Another annual survey of UK business expectations, conducted by the University of Strathclyde's Fraser of Allander Institute for the Aberdeen & Grampian Chamber of Commerce, reflected a sharp contrast between responses received before the announcement and those received after. "This is the first empirical data I have seen to demonstrate the very tangible damage which the Westminster government's so-called 'tax raid' has had upon investor confidence around the North Sea," said Bob Ruddiman, head of energy at the law firm McGrigors, which sponsored the survey. "The research clearly highlights the divergence in attitude between respondents who completed the survey before and after the changes were announced." Robert Collier, chief executive of the chamber, also noted the midsurvey shift in industry attitude, adding, "Trust between the industry and government is now at an all-time low."

Reduced investment

At the University of Aberdeen, Alex Kemp and Linda Stephen published results of a study showing "substantial long-term reductions in field investment and oil-gas production which will result from the increased tax rates announced in Budget 2011." Depending on future oil and gas prices, the researchers found, the tax changes will lower the number of new-field and project developments over the next 30 years by 79-123 out of more than 350 undeveloped discoveries and "very many potential incremental projects." It will cut oil and gas production by 2.25-2.7 billion boe, according to the study.
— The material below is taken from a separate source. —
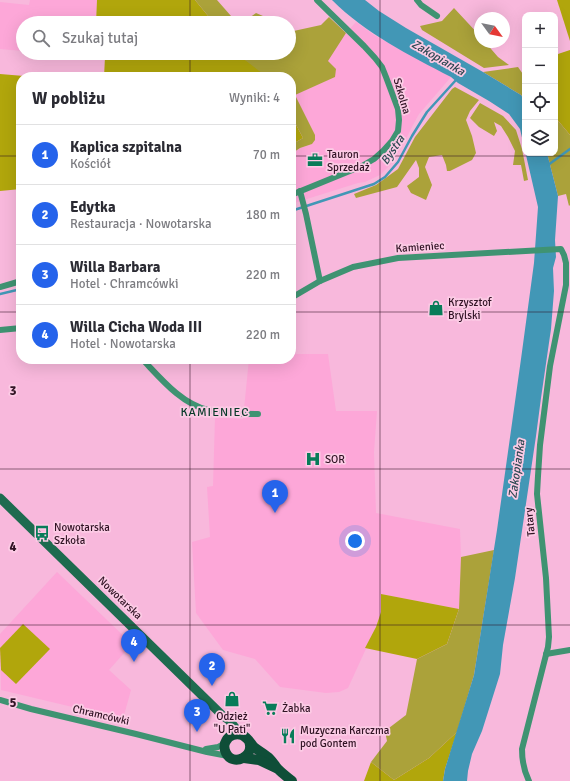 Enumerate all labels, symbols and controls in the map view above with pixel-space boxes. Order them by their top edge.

In the low price scenario, total tax revenue over the assessment period falls by £12.7 billion; in the high-price scenario it rises by £51.6 billion. "These changes are clearly substantial and will inhibit the attainment of maximum economic recovery from the UK Continental Shelf," says a university press release.

The UK government will regret its shock strangulation of an industry crucial to the national economy. Other countries contemplating similar mistakes should watch and learn.